→ Your assignment
Begin at the line below that has "height:5.5px; margin:-2.75px; padding:0" and stop after the line that has "position:absolute; left:10px; top:427px;". Please restate only those lines, word for word.

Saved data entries
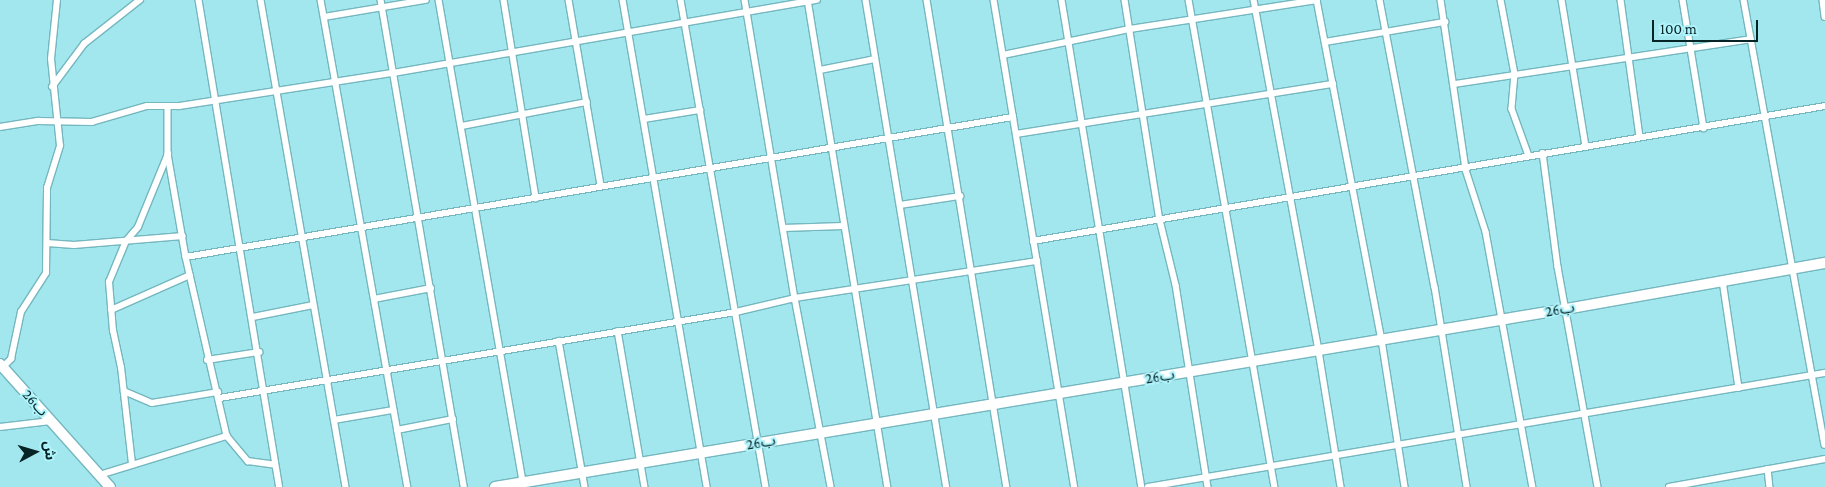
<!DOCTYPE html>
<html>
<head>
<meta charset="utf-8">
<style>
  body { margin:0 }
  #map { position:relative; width:1825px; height:487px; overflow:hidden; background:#a2e6ee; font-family:"Crimson Pro","Noto Sans Arabic",serif }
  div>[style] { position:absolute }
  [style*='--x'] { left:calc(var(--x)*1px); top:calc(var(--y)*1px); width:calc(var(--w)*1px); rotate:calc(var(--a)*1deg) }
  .roads { filter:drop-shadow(1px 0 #74b7bf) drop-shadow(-1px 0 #74b7bf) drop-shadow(0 1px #74b7bf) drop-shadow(0 -1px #74b7bf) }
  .street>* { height:5.5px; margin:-2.75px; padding:0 2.75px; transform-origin:2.75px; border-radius:2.75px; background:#fff }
  .highway>* { height:10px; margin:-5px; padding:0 5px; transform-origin:5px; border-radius:5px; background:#fff }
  span { translate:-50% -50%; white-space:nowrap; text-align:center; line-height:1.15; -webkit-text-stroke:4px #aff3fb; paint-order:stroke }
  .street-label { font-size:15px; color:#062326 }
  .north { position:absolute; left:10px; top:427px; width:50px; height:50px; -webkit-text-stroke:4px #aff3fb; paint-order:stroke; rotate:84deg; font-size:14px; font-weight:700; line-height:20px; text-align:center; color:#062326 }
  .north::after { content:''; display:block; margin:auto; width:18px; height:22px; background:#062326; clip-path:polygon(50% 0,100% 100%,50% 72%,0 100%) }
  .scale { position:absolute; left:1652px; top:20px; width:106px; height:22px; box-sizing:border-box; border:2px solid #062326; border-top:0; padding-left:6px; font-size:15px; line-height:18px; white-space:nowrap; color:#062326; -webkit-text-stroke:4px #aff3fb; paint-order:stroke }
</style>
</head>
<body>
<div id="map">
  <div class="roads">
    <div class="street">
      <div style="--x:199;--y:0;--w:494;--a:80.6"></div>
      <div style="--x:261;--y:0;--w:494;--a:80.1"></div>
      <div style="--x:321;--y:0;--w:495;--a:79.9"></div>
      <div style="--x:381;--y:0;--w:494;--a:80.3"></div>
      <div style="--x:439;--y:0;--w:490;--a:80.1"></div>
      <div style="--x:504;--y:0;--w:201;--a:80.8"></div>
      <div style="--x:569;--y:0;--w:189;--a:80.2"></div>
      <div style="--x:623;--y:0;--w:494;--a:80.2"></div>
      <div style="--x:681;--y:0;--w:494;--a:80.1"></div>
      <div style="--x:745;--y:0;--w:302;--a:80.5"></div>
      <div style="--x:795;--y:298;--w:192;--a:79.2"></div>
      <div style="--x:808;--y:0;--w:494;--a:80.7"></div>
      <div style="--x:866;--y:0;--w:494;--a:80.6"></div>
      <div style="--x:927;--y:0;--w:494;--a:80.7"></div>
      <div style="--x:994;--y:0;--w:494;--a:80.6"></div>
      <div style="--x:1062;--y:0;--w:494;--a:80.7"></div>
      <div style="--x:1125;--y:0;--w:223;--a:81"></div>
      <div style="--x:1160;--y:220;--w:67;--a:76.2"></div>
      <div style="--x:1176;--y:285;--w:205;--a:81"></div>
      <div style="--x:1189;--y:0;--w:495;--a:80"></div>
      <div style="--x:1254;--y:0;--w:357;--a:79.5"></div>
      <div style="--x:1319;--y:351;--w:138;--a:80.8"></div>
      <div style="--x:1317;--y:0;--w:346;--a:79.2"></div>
      <div style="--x:1382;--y:340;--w:149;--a:81.1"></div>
      <div style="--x:1380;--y:0;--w:292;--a:79.2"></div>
      <div style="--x:1435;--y:287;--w:203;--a:80.9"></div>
      <div style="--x:1441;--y:0;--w:172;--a:81.6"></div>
      <div style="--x:1466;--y:170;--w:65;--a:72.1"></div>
      <div style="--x:1486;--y:232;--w:259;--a:79.6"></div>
      <div style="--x:1501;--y:0;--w:75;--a:79.3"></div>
      <div style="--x:1515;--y:74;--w:35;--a:95"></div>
      <div style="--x:1512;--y:109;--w:50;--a:70.1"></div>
      <div style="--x:1562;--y:0;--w:149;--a:80.7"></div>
      <div style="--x:1621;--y:0;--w:138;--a:82.1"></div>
      <div style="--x:1683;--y:0;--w:130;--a:80.7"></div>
      <div style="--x:1744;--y:0;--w:452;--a:79.7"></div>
      <div style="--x:1823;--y:0;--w:17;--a:83"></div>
      <div style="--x:324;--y:17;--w:103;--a:-9.5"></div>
      <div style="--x:1325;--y:42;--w:122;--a:-9.5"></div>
      <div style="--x:1003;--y:55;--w:130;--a:-11.6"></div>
      <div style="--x:1130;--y:29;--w:189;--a:-8.8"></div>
      <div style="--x:820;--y:70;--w:56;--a:-11.3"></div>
      <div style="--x:1455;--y:84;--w:299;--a:-8.6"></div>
      <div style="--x:52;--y:87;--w:54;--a:-53.3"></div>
      <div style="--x:84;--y:44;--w:71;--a:-38.2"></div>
      <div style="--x:168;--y:107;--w:47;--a:90"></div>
      <div style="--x:168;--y:154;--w:105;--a:80.1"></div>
      <div style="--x:186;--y:257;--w:184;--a:77.1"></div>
      <div style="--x:227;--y:436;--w:33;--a:50"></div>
      <div style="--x:248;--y:461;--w:27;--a:8"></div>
      <div style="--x:644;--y:119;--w:57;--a:-9.1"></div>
      <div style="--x:462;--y:126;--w:127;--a:-10.9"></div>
      <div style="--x:0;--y:127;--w:39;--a:-9"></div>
      <div style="--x:39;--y:121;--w:53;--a:1.1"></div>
      <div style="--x:92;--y:122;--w:57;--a:-16.2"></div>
      <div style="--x:147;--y:106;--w:32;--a:0"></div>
      <div style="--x:179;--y:106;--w:217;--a:-8.8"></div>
      <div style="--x:393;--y:73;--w:430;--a:-9.8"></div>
      <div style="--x:1016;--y:134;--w:321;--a:-9"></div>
      <div style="--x:1543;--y:153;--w:115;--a:82.5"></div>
      <div style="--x:1558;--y:267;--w:224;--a:79.7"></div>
      <div style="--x:900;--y:205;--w:61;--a:-8.5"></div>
      <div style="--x:783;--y:228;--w:60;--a:-1.9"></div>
      <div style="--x:1033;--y:241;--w:803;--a:-9.67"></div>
      <div style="--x:47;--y:243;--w:27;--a:4"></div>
      <div style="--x:74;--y:245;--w:109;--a:-4.7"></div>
      <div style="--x:186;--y:257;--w:839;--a:-9.61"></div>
      <div style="--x:1723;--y:281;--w:108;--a:81.5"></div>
      <div style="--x:374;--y:299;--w:58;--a:-10.9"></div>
      <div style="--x:111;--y:310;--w:86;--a:-23.9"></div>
      <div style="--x:253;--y:317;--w:61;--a:-11.3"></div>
      <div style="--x:618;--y:331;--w:158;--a:80.2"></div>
      <div style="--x:559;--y:341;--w:148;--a:79.9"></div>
      <div style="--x:207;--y:360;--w:53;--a:-8.7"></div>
      <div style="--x:2;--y:368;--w:13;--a:-45"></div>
      <div style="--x:11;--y:359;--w:48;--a:-78"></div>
      <div style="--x:21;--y:312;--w:46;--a:-57.3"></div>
      <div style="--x:46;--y:273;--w:85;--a:-89.3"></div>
      <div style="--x:47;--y:188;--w:44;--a:-72.8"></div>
      <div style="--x:60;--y:146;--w:87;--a:-95.9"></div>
      <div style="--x:51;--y:59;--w:59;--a:-84.2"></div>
      <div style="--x:124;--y:391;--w:30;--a:23"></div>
      <div style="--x:152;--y:403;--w:67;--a:-9.5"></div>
      <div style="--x:220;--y:398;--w:523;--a:-9.46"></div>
      <div style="--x:736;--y:312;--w:61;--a:-13.3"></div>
      <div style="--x:795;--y:298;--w:245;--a:-8.7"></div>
      <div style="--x:334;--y:420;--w:60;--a:-9.6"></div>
      <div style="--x:0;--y:427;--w:51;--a:-6.7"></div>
      <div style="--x:397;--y:430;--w:57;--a:-11.1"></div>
      <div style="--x:132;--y:464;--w:97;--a:-96.5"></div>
      <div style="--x:121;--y:368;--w:38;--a:-102"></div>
      <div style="--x:113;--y:331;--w:49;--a:-94.7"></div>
      <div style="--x:109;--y:282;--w:44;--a:-67.5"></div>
      <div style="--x:126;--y:241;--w:18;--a:-49"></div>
      <div style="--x:138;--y:227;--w:79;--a:-67.7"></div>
      <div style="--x:1768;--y:469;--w:18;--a:84"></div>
      <div style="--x:100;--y:475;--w:133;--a:-17.1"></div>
      <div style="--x:1148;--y:487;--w:687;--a:-9.56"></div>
      <div style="--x:1669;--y:487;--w:158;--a:-10.2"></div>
    </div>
    <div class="highway">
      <div style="--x:0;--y:364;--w:165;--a:48.2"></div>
      <div style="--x:495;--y:487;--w:1086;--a:-9.44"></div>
      <div style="--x:1566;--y:309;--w:263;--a:-10.1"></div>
    </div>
  </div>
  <div class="street-label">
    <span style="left:1560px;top:310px;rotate:-9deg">26ب</span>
    <span style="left:1160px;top:377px;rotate:-9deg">26ب</span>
    <span style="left:35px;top:403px;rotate:48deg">26ب</span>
    <span style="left:761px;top:443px;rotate:-9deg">26ب</span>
  </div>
  <div class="north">ش</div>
  <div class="scale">100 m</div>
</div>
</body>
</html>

→ Result
  .street>* { height:5.5px; margin:-2.75px; padding:0 2.75px; transform-origin:2.75px; border-radius:2.75px; background:#fff }
  .highway>* { height:10px; margin:-5px; padding:0 5px; transform-origin:5px; border-radius:5px; background:#fff }
  span { translate:-50% -50%; white-space:nowrap; text-align:center; line-height:1.15; -webkit-text-stroke:4px #aff3fb; paint-order:stroke }
  .street-label { font-size:15px; color:#062326 }
  .north { position:absolute; left:10px; top:427px; width:50px; height:50px; -webkit-text-stroke:4px #aff3fb; paint-order:stroke; rotate:84deg; font-size:14px; font-weight:700; line-height:20px; text-align:center; color:#062326 }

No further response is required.